An anonymous reader submits "Last month Slashdot published a story on the Peace Corps' plans to wire Senegal. Now Peace Corps Online has published an article by a volunteer who taught computers in West Africa for two years who recommends that the White House's Digital Freedom Initiative abandon the Western paradigm of 'a computer on every desk' and borrow a lesson from telephony in third-world countries. Since a residential telephone line is a luxury item in West Africa, the 'communication center' has flourished as a private business even in the smallest of towns where it generates profits while sharing the high cost of telecommunication among the whole community. This user model coupled with deregulation of VoIP can be the key to implementation of computer technology in poor countries."

2 of 182 comments (clear)

  1. Re:No kidding by Daniel_Staal · · Score: 5, Insightful

    And what better way to help them read but to give them the Internet?

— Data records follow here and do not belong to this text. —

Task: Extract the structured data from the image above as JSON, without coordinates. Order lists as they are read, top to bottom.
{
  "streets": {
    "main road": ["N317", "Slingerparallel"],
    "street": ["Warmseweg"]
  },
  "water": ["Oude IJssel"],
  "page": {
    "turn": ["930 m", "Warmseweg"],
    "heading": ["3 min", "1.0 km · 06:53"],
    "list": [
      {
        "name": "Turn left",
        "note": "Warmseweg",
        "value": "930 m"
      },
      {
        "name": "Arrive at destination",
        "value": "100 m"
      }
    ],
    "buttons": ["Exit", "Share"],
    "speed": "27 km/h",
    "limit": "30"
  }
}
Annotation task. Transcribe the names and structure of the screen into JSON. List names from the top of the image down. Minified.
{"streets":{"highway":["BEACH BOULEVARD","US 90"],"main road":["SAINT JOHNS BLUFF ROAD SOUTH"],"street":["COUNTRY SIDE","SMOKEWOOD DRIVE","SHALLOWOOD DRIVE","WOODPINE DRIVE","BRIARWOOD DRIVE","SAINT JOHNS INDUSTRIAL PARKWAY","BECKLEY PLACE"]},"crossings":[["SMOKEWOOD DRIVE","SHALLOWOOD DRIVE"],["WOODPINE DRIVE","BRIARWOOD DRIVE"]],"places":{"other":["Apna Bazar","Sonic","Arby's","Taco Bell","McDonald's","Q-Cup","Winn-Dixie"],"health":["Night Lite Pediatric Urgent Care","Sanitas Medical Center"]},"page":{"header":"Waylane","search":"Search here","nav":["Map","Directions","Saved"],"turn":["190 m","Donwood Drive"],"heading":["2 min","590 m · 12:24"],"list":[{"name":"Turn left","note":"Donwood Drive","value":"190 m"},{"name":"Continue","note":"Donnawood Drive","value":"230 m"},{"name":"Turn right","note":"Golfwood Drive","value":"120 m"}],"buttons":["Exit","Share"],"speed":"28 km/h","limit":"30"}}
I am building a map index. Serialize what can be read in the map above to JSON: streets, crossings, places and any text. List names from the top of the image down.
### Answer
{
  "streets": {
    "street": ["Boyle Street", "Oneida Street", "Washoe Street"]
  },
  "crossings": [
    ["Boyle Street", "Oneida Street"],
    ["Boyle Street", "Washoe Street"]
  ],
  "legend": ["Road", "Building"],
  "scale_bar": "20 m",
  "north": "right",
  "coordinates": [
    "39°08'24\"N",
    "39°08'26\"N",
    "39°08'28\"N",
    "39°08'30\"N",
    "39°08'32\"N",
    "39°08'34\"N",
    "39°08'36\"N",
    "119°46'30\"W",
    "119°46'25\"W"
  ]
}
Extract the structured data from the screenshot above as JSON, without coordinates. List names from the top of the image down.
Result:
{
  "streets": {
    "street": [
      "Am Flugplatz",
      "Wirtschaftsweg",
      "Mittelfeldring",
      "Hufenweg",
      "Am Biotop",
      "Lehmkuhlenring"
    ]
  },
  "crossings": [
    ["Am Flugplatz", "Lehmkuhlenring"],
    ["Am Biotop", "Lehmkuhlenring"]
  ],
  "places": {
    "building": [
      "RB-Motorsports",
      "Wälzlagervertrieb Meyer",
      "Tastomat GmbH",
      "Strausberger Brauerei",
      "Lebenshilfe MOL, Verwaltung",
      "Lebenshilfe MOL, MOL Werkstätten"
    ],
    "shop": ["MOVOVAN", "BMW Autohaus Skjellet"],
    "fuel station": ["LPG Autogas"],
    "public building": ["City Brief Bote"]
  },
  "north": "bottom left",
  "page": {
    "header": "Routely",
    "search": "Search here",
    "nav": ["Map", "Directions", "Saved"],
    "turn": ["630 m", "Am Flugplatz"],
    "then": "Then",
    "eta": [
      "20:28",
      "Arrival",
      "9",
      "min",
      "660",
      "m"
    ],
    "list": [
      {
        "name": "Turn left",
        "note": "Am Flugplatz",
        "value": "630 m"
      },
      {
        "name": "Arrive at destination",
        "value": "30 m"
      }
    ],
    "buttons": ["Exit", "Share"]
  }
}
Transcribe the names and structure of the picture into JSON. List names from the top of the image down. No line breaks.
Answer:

    Seriously. Do a google search for home-made water filters, see if there is anything they could use. Or on learning to read.

    Info can help anyone. They may not use it the way you expect them to. How about using it to work around the corruption in the local school system? Or to just decrese its cost? (A good high school may not even be avalible in some villages.) Let them decide if it is worth using.

    --
    'Sensible' is a curse word.
  2. stop patronizing Africans by tintillon · · Score: 5, Insightful

    I was in Tanzania last month. As the story says is the case in W Africa, community internet access is very popular. Its patronizing and simplistic to assume that just because these are poor people, they have no other needs than food/water (as other posters have commented). If nothing else, in the Maasai village I was staying in, people were using the internet to get farming/weather information that was otherwise unavailable. More relevantly, they were trying to contact the Houston company (http://www.tgts.com) that was shooting the leopards, lions and buffaloes on their land without permission. They were also starting their own school, using internet as a tool. All of this can be seen in a community context, which might explain why community-level internet access might be successful.

    Done right, technology will provide the information that will allow people to help themselves - much better than the normal aid dependency syndrome.

    Reply to another comment: I don't think Quake is so exciting for Maasai who have to kill a lion with a sharp stick before being allowed to marry.